WORK INSTRUCTION – Set down exactly the first line of the entries and every line after it, through the line with "function paint(path, color)".

DATA RECORDS –
┏━━

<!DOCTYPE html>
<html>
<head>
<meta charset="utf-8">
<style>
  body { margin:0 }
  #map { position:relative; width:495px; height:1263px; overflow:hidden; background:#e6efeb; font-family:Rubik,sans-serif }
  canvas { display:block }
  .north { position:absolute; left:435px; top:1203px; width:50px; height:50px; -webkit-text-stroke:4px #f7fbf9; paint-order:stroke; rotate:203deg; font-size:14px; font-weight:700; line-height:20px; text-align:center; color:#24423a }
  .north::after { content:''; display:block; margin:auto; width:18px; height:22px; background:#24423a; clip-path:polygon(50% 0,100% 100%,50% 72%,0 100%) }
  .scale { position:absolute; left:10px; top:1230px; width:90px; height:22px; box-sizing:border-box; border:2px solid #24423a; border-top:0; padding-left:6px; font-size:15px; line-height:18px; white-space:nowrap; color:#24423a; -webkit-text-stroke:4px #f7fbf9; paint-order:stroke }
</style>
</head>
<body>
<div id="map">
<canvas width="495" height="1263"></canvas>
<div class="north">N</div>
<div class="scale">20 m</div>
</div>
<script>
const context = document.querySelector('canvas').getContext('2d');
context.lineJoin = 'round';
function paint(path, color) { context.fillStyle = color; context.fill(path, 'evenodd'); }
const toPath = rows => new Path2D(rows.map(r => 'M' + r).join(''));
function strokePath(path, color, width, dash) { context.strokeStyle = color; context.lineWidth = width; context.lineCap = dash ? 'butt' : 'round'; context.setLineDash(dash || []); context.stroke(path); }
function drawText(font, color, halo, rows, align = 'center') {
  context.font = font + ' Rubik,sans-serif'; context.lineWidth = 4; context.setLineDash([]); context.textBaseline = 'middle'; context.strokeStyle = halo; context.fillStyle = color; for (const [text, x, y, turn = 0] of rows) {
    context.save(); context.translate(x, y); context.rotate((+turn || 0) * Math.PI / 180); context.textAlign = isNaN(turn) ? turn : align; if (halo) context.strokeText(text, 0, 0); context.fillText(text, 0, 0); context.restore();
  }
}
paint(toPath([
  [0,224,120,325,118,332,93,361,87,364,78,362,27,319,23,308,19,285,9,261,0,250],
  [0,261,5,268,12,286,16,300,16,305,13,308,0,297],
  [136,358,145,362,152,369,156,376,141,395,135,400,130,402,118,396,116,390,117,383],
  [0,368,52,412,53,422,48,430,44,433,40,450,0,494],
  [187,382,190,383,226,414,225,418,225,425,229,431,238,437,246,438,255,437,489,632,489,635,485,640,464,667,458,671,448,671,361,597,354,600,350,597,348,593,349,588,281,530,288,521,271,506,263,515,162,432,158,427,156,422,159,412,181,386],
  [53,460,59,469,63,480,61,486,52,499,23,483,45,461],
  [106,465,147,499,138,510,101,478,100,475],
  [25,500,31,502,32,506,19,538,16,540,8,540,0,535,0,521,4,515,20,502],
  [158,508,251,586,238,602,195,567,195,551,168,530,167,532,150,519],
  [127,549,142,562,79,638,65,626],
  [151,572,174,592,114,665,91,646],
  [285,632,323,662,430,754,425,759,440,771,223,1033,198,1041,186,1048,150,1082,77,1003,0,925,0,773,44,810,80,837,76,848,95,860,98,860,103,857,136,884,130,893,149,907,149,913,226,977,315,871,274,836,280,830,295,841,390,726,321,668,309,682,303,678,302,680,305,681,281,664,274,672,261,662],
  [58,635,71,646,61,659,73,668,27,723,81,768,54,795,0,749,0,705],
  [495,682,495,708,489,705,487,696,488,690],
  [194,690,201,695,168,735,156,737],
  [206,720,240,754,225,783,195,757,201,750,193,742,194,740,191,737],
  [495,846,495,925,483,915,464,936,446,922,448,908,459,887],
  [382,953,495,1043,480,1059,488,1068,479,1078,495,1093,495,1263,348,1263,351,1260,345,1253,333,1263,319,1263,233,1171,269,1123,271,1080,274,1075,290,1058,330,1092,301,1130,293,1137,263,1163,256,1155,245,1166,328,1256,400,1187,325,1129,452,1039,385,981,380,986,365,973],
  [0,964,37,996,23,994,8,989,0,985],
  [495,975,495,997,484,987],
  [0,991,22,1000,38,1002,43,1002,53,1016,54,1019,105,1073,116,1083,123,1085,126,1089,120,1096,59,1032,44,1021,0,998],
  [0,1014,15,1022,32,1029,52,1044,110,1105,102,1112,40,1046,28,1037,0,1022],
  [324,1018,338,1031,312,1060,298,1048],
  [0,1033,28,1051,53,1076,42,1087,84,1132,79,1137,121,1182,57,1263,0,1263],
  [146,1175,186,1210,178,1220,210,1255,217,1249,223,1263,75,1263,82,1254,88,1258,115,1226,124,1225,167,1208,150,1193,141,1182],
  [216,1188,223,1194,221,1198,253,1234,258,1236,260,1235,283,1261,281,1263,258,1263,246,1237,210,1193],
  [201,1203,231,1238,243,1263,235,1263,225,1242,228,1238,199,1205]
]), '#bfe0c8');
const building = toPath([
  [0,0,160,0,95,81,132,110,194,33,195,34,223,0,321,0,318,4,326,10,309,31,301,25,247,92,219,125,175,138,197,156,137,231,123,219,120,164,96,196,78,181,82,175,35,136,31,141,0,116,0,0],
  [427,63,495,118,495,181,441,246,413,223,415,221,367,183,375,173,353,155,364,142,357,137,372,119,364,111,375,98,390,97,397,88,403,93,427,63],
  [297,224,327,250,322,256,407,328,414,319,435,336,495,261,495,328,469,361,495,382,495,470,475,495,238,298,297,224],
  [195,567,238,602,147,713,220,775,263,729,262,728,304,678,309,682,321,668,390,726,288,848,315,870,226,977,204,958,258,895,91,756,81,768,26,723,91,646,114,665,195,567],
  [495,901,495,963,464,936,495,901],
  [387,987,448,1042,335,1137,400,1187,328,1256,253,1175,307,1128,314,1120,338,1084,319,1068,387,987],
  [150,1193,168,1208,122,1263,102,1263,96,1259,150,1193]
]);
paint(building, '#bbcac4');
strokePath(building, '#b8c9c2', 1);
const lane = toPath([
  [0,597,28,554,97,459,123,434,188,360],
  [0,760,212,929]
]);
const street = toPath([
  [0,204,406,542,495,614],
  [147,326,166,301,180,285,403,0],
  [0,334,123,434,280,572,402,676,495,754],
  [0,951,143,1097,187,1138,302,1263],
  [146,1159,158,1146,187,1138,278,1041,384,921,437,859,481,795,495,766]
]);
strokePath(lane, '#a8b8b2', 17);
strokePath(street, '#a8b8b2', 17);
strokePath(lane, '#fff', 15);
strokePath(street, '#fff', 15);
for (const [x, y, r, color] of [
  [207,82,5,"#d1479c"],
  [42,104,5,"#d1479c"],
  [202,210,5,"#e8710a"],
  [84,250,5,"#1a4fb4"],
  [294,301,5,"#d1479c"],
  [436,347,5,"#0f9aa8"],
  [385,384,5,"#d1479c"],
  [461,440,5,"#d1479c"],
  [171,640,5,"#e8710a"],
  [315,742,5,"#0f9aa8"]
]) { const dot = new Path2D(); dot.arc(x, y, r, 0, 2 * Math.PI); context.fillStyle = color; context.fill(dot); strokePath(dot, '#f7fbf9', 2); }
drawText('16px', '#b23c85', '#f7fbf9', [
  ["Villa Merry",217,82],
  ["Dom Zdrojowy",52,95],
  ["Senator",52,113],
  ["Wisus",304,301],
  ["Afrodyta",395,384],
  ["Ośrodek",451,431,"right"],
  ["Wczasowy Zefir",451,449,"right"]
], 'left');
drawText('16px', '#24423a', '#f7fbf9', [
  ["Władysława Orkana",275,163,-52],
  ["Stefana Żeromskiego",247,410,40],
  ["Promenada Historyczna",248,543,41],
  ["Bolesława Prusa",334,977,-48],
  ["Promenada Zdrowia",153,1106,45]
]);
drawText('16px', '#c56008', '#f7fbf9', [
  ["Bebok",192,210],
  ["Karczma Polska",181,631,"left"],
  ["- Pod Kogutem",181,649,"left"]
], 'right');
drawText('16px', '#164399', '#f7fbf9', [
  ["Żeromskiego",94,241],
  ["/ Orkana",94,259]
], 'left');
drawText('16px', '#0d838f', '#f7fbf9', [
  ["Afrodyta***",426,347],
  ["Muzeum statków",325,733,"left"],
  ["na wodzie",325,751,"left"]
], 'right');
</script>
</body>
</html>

┗━━

REPLY TO THE EXERCISE –
<!DOCTYPE html>
<html>
<head>
<meta charset="utf-8">
<style>
  body { margin:0 }
  #map { position:relative; width:495px; height:1263px; overflow:hidden; background:#e6efeb; font-family:Rubik,sans-serif }
  canvas { display:block }
  .north { position:absolute; left:435px; top:1203px; width:50px; height:50px; -webkit-text-stroke:4px #f7fbf9; paint-order:stroke; rotate:203deg; font-size:14px; font-weight:700; line-height:20px; text-align:center; color:#24423a }
  .north::after { content:''; display:block; margin:auto; width:18px; height:22px; background:#24423a; clip-path:polygon(50% 0,100% 100%,50% 72%,0 100%) }
  .scale { position:absolute; left:10px; top:1230px; width:90px; height:22px; box-sizing:border-box; border:2px solid #24423a; border-top:0; padding-left:6px; font-size:15px; line-height:18px; white-space:nowrap; color:#24423a; -webkit-text-stroke:4px #f7fbf9; paint-order:stroke }
</style>
</head>
<body>
<div id="map">
<canvas width="495" height="1263"></canvas>
<div class="north">N</div>
<div class="scale">20 m</div>
</div>
<script>
const context = document.querySelector('canvas').getContext('2d');
context.lineJoin = 'round';
function paint(path, color) { context.fillStyle = color; context.fill(path, 'evenodd'); }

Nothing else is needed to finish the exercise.